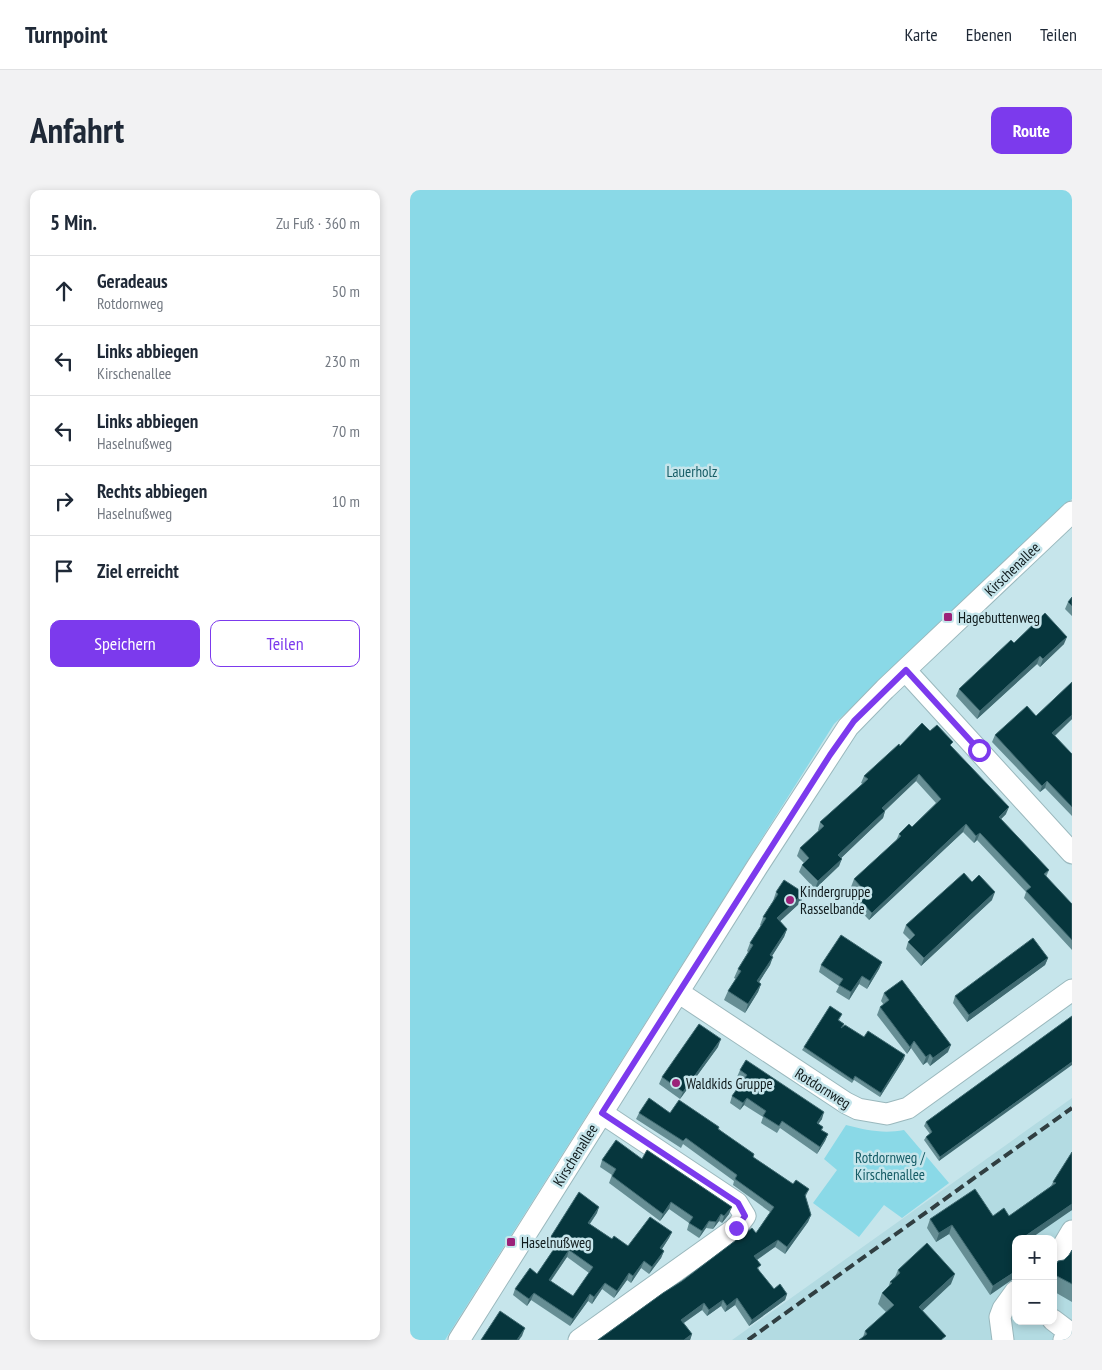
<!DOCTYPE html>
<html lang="de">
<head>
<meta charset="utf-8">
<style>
  :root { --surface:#fff; --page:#f2f2f3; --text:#1f2937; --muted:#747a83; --line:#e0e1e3; --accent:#7c3aed }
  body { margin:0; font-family:"PT Sans Narrow",sans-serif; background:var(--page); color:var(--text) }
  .controls { position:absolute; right:15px; bottom:15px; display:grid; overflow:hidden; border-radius:10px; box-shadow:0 2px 8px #0003 }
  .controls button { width:45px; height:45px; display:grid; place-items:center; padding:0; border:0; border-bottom:1px solid var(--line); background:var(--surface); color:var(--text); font:25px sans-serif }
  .stop { position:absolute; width:15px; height:15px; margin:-11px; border:4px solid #7c3aed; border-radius:50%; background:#fff }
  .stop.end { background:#7c3aed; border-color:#fff; box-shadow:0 1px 5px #0008 }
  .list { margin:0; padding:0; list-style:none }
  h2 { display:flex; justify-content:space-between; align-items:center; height:65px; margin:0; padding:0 20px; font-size:21px }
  h2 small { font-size:16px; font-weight:400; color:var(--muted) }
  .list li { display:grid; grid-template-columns:32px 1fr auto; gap:15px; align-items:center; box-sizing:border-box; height:70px; padding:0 20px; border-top:1px solid var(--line) }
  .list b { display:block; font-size:19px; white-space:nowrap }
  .list p { margin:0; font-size:16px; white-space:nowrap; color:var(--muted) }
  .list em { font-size:16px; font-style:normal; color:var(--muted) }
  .actions { display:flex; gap:10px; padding:15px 20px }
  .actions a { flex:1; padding:11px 0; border:1px solid var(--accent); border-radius:10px; text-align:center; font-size:18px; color:var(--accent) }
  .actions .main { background:var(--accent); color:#fff }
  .icon { flex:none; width:28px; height:28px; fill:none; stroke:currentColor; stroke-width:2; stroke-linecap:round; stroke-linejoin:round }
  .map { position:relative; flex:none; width:662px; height:1150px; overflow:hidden; border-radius:10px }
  header { display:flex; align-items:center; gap:30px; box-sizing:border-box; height:70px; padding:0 25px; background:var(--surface); border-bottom:1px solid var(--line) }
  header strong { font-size:24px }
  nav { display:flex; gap:28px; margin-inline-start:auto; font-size:18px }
  .intro { display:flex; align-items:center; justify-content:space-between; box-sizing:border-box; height:120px; padding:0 30px }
  h1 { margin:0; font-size:35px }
  .button { padding:12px 22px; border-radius:10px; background:var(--accent); color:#fff; font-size:18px; font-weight:700 }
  main { display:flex; gap:30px; padding:0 30px }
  aside { flex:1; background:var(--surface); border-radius:10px; box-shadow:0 2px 8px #0003 }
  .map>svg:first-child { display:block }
</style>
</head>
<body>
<header>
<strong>Turnpoint</strong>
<nav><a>Karte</a><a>Ebenen</a><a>Teilen</a></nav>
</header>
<div class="intro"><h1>Anfahrt</h1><a class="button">Route</a></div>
<main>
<aside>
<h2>5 Min.<small>Zu Fuß · 360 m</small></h2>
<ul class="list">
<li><svg class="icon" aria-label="ahead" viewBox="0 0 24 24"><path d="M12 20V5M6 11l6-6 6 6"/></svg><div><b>Geradeaus</b><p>Rotdornweg</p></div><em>50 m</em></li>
<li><svg class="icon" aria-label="left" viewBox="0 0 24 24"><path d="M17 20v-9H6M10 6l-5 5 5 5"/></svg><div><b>Links abbiegen</b><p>Kirschenallee</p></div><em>230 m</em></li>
<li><svg class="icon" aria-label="left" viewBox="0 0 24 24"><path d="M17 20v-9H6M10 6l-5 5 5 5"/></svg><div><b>Links abbiegen</b><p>Haselnußweg</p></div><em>70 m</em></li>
<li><svg class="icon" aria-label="right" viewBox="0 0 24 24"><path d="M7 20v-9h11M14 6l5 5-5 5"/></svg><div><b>Rechts abbiegen</b><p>Haselnußweg</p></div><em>10 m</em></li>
<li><svg class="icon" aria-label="arrive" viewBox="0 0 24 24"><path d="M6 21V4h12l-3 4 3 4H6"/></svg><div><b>Ziel erreicht</b></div></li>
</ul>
<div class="actions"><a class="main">Speichern</a><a>Teilen</a></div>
</aside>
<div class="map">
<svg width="662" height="1150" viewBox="0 0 662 1150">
  <rect width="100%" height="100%" fill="#c6e5eb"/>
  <!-- built -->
  <path fill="#b3dbe2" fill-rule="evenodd" d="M 662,908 L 662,1150 L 322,1150 ZM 606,1049 L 643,1049 L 643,1131 L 606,1131 Z"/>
  <!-- green -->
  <path fill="#8ad9e7" d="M 0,0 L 662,0 L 662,309 L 424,534 L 35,1150 L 0,1150 Z
    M 436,935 C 456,940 473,944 494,940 L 539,993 L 492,1028 L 474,1015 L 449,1047 L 403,1013 L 427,980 L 414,969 Z"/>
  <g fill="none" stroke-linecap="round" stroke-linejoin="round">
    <defs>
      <path id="minor" d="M 495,480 L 662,663
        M 268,802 L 436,913 L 448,919 L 477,924 L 498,918 L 662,800
        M 643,1073 L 662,1041
        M 643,1130 L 656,1140 L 656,1146 L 654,1150
        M 49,1150 L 347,677 L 438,537 L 475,499 L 662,322
        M 169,1150 L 326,1038 L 335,1026 L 327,1013 L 192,923
        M 593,1150 L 590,1127 L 593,1119 L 606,1101"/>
    </defs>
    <!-- minor casing -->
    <use href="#minor" stroke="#9ab8bd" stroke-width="23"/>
    <!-- minor -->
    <use href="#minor" stroke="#fff" stroke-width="21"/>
    <!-- rail -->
    <path stroke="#303e41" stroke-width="4" stroke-dasharray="10 5" stroke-linecap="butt" d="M 338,1150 L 662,918"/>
  </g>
  <!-- wall -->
  <path fill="#668e94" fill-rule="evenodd" d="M 662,407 L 662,426 L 655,419 L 658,412 Z
    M 604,453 L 654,454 L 630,477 L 627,474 L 567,529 L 546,506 L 549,499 Z
    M 662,492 L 662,529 L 645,546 L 662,564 L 662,626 L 635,598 L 630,602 L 582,552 L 585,545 L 626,526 Z
    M 520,541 L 541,556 L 596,624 L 591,629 L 639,680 L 636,687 L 662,714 L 662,760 L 614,708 L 616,702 L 567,650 L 564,653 L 553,642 L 459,730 L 443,713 L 446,706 L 448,704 L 441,697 L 444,689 L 486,651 L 489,644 L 502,637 L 526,613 L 506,591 L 475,621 L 473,628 L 431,668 L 429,676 L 405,699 L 389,682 L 392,675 L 394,673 L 387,666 L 390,658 L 409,641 L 408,640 L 410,632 L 453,594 L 451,593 L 454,586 L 490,556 Z
    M 562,692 L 582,710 L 511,776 L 496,759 L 498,752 L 500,750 L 493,743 L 496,735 Z
    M 366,702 L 394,703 L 391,712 L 370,731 L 377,739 L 374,747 L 362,766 L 360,775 L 349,792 L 351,794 L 348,802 L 335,823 L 314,810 L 318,801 L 326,789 L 324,788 L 328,779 L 338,762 L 337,761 L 340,753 L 351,736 L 350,735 L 353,727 L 363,711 Z
    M 638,768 L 635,775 L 557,832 L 543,813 L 545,806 Z
    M 472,772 L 469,779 L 457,799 L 449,794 L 439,810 L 426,802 L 429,796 L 409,782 L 411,775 Z
    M 474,803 L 538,862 L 520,876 L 517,872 L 513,875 L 501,858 L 497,864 L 467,825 L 470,817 L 474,815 L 471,811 Z
    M 432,824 L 429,830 L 434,834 L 433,837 L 454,847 L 494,869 L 470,907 L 444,890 L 442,893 L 392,860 L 394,857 Z
    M 662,826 L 529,971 L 514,950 L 516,947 L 520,944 L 514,936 L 516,932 Z
    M 308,857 L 270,909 L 249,894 L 252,887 Z
    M 330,880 L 412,929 L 408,934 L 413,937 L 412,940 L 418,944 L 415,951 L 407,964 L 370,938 L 367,943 L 351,933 L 353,927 L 334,915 L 330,920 L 320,913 L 322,906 L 333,891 L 327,887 Z
    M 229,923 L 260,923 L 309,939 L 343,967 L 383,994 L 399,999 L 395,1008 L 401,1025 L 398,1032 L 375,1064 L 365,1057 L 347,1070 L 349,1081 L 364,1099 L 377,1104 L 375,1110 L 339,1136 L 325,1115 L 315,1122 L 311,1116 L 297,1126 L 292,1120 L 274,1133 L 282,1144 L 280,1150 L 188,1150 L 272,1091 L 346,1043 L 360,1022 L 323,995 L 324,991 L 273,954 L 271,958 L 226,929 Z
    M 662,962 L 662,1020 L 606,1049 L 580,1105 L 539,1044 L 526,1052 L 517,1038 L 520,1029 L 583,1026 L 599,1026 L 641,996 L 643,992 Z
    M 232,969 L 319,1024 L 312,1033 L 309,1031 L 303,1039 L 296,1038 L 289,1048 L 277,1040 L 279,1033 L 259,1019 L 250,1031 L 199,993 L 202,985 L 190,977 L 192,970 Z
    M 187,1023 L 180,1034 L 202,1049 L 218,1056 L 262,1042 L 259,1048 L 252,1059 L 254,1061 L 251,1068 L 239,1084 L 231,1078 L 221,1093 L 217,1090 L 204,1108 L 192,1099 L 182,1114 L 178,1111 L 160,1136 L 121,1110 L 117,1116 L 103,1105 L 105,1099 L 127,1084 L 144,1059 L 137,1054 L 140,1048 ZM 157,1067 L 179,1083 L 163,1106 L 141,1091 Z
    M 662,1060 L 662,1112 L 643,1101 L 643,1079 L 659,1065 Z
    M 488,1080 L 541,1094 L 453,1147 L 455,1141 L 476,1122 L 468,1114 L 472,1103 L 478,1098 L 480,1092 L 485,1087 Z"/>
  <!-- shaded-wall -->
  <path fill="#406a71" d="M 657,447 L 654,454 L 630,477 L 633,469 Z
    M 630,466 L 627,474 L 567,529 L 570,521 Z
    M 662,525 L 662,529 L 640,550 L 642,543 Z
    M 509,584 L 506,591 L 470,625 L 472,618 Z
    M 637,591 L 635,598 L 630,602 L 632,596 Z
    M 599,617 L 596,624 L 586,634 L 589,627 Z
    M 475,621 L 473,628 L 426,673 L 428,665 Z
    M 556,634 L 553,642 L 459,730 L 462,723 Z
    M 570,643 L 567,650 L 564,653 L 566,646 Z
    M 432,669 L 429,676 L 405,699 L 408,691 Z
    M 585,702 L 582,710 L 511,776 L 514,768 Z
    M 394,703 L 391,712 L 364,737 L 367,728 Z
    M 377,739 L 374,747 L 357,774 L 360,765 Z
    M 363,767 L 360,775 L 344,800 L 347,791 Z
    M 638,768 L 635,775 L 557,832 L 559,825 Z
    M 472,772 L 469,779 L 457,799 L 460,791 Z
    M 452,786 L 449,794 L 439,810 L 441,802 Z
    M 351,794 L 348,802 L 335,823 L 338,814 Z
    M 311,849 L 308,857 L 270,909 L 273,902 Z
    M 504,851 L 501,858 L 497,864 L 500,857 Z
    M 541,855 L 538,862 L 520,876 L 523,868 Z
    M 520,864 L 517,872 L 513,875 L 516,867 Z
    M 495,865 L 494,869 L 470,907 L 471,903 Z
    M 662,872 L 662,875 L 529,971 L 530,967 Z
    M 337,908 L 334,915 L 330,920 L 333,913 Z
    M 414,922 L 412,929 L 404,940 L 407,933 Z
    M 418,944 L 415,951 L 407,964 L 410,957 Z
    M 261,1012 L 259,1019 L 250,1031 L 253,1024 Z
    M 662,1014 L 662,1020 L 620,1049 L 611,1049 Z
    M 189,1017 L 187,1023 L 176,1039 L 178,1033 Z
    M 322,1017 L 319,1024 L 312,1033 L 314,1026 Z
    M 311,1024 L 309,1031 L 303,1039 L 306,1032 Z
    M 401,1025 L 398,1032 L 375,1064 L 377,1057 Z
    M 299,1031 L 296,1038 L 289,1048 L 292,1041 Z
    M 542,1035 L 539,1044 L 526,1052 L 529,1043 Z
    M 262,1042 L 259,1048 L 248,1065 L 250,1058 Z
    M 368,1050 L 365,1057 L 342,1073 L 344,1066 Z
    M 159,1060 L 157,1067 L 137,1096 L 139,1090 Z
    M 254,1061 L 251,1068 L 239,1084 L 242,1077 Z
    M 234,1071 L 231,1078 L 221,1093 L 223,1086 Z
    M 606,1081 L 606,1087 L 580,1105 L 583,1096 Z
    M 219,1083 L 217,1090 L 204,1108 L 207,1101 Z
    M 545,1084 L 541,1094 L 505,1128 L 509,1117 Z
    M 195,1093 L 192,1099 L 182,1114 L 184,1107 Z
    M 124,1103 L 121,1110 L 117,1116 L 119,1109 Z
    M 180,1104 L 178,1111 L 160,1136 L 163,1129 Z
    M 377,1104 L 375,1110 L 339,1136 L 342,1130 Z
    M 327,1108 L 325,1115 L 315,1122 L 317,1116 Z
    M 313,1110 L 311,1116 L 297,1126 L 299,1120 Z
    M 294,1113 L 292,1120 L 269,1136 L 271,1130 Z
    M 115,1138 L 112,1146 L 109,1150 L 107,1150 Z
    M 282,1144 L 280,1150 L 274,1150 Z"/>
  <!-- building -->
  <path fill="#06363d" stroke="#406a71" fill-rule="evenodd" d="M 662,407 L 662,416 L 658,412 Z
    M 635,423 L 657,447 L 633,469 L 630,466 L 570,521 L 549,499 L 601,450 L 604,453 Z
    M 662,492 L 662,525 L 642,543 L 662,564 L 662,617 L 637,591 L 632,596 L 585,545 L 617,516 L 626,526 Z
    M 512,533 L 520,541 L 527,535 L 543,552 L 540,555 L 599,617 L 589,627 L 639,680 L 634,684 L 662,714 L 662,750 L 616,701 L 621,697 L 570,643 L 566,646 L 556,634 L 462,723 L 446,706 L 453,699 L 444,689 L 491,646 L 489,644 L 499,634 L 502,637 L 531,609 L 509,584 L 472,618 L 475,621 L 428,665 L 432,669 L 408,691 L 392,675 L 399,668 L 390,658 L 414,636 L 410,632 L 458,589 L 454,586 L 489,554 L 490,556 Z
    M 554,683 L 562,692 L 569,685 L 585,702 L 514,768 L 498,752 L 505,745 L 496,735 Z
    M 374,690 L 394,703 L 367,728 L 377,739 L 360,765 L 363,767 L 347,791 L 351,794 L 338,814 L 318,801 L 331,781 L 328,779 L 343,755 L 340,753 L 356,728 L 353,727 L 368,704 L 366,702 Z
    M 431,745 L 472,772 L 460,791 L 452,786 L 441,802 L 429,795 L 433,789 L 411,775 Z
    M 623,748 L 638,768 L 559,825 L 545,806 Z
    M 492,790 L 541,855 L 523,868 L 520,864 L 516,867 L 504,851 L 500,857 L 470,817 L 479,810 L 474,803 Z
    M 420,816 L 432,824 L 428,830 L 434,834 L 431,838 L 435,835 L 454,847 L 458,841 L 495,865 L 471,903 L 445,886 L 443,890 L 394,857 Z
    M 662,826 L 662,872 L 530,967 L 516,947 L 522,942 L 516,932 Z
    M 289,834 L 311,849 L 273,902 L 252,887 Z
    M 336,870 L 414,922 L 407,933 L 413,937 L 411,940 L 418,944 L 410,957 L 372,931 L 369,936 L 353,926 L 356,921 L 337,908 L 333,913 L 322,906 L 337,885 L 330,880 Z
    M 239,908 L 260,923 L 269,910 L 309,937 L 308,939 L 344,964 L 343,967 L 383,994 L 386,990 L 399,999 L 395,1005 L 401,1025 L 377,1057 L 368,1050 L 344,1066 L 351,1075 L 347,1078 L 364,1099 L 370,1094 L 377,1104 L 342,1130 L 327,1108 L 317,1116 L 313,1110 L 299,1120 L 294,1113 L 271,1130 L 282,1144 L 274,1150 L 188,1150 L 253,1103 L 272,1091 L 342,1038 L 346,1043 L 364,1017 L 325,989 L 327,985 L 276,948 L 273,951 L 229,923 Z
    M 206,950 L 232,969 L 237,960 L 322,1017 L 314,1026 L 311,1024 L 306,1032 L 299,1031 L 292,1041 L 279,1033 L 283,1027 L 261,1012 L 253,1024 L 202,986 L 206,979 L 192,970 Z
    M 662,962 L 662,1014 L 611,1049 L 606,1049 L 606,1052 L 604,1053 L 606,1055 L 606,1081 L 583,1096 L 542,1035 L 529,1043 L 520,1029 L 565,999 L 583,1026 L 594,1018 L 599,1026 L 646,993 L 643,992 Z
    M 169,1002 L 189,1017 L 178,1033 L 202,1049 L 204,1046 L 218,1056 L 240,1027 L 262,1042 L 250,1058 L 254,1061 L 242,1077 L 234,1071 L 223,1086 L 219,1083 L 207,1101 L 195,1093 L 184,1107 L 180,1104 L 163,1129 L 124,1103 L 119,1109 L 105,1099 L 120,1078 L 127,1084 L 148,1053 L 140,1048 ZM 159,1060 L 183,1077 L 163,1106 L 139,1090 Z
    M 517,1053 L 545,1084 L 509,1117 L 536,1146 L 531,1150 L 449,1150 L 457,1144 L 455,1141 L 484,1115 L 472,1103 L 482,1093 L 480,1092 L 490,1083 L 488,1080 Z
    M 662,1060 L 662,1094 L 643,1084 L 643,1079 L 648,1071 L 654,1070 L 659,1065 Z
    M 90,1121 L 115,1138 L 107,1150 L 71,1150 Z"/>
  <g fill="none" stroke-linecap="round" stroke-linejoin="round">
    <!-- route -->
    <path stroke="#7c3aed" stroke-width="6" d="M 326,1038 L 335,1026 L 328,1013 L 192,923 L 420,565 L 444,531 L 496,480 L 569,560"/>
  </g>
  <!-- markers -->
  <g fill="#9b2179" stroke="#c6e5eb" stroke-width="2">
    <rect x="533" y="422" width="10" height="10" rx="2.5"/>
    <circle cx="380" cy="710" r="5"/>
    <circle cx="266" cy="893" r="5"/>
    <rect x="96" y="1047" width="10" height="10" rx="2.5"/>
  </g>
  <g text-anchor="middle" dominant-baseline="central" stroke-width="5" stroke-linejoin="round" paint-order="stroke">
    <!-- park labels -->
    <g font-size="15" fill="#165c66" stroke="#c6e5eb">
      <text x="282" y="281">Lauerholz</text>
      <text x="480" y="967">Rotdornweg /<tspan x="480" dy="17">Kirschenallee</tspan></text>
    </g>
    <!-- street labels -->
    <g font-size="15" fill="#0f1a1c" stroke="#c6e5eb">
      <text transform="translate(602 379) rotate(-44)">Kirschenallee</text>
      <text transform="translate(413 898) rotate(32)">Rotdornweg</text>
      <text transform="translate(165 965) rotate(-58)">Kirschenallee</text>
    </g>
    <!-- poi labels -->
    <g font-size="15" fill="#0f1a1c" stroke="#c6e5eb" text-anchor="start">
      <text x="548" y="427">Hagebuttenweg</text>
      <text x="390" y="701">Kindergruppe<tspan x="390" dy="17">Rasselbande</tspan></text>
      <text x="276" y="893">Waldkids Gruppe</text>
      <text x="111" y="1052">Haselnußweg</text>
    </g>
  </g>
</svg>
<div class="controls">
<button>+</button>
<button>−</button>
</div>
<div class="stop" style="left:569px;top:560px"></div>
<div class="stop end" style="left:326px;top:1038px"></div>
</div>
</main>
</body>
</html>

--*--

**What is expected:** Read through the lines above and collect those that contain the string "controls".

**Task response:**
  .controls { position:absolute; right:15px; bottom:15px; display:grid; overflow:hidden; border-radius:10px; box-shadow:0 2px 8px #0003 }
  .controls button { width:45px; height:45px; display:grid; place-items:center; padding:0; border:0; border-bottom:1px solid var(--line); background:var(--surface); color:var(--text); font:25px sans-serif }
<div class="controls">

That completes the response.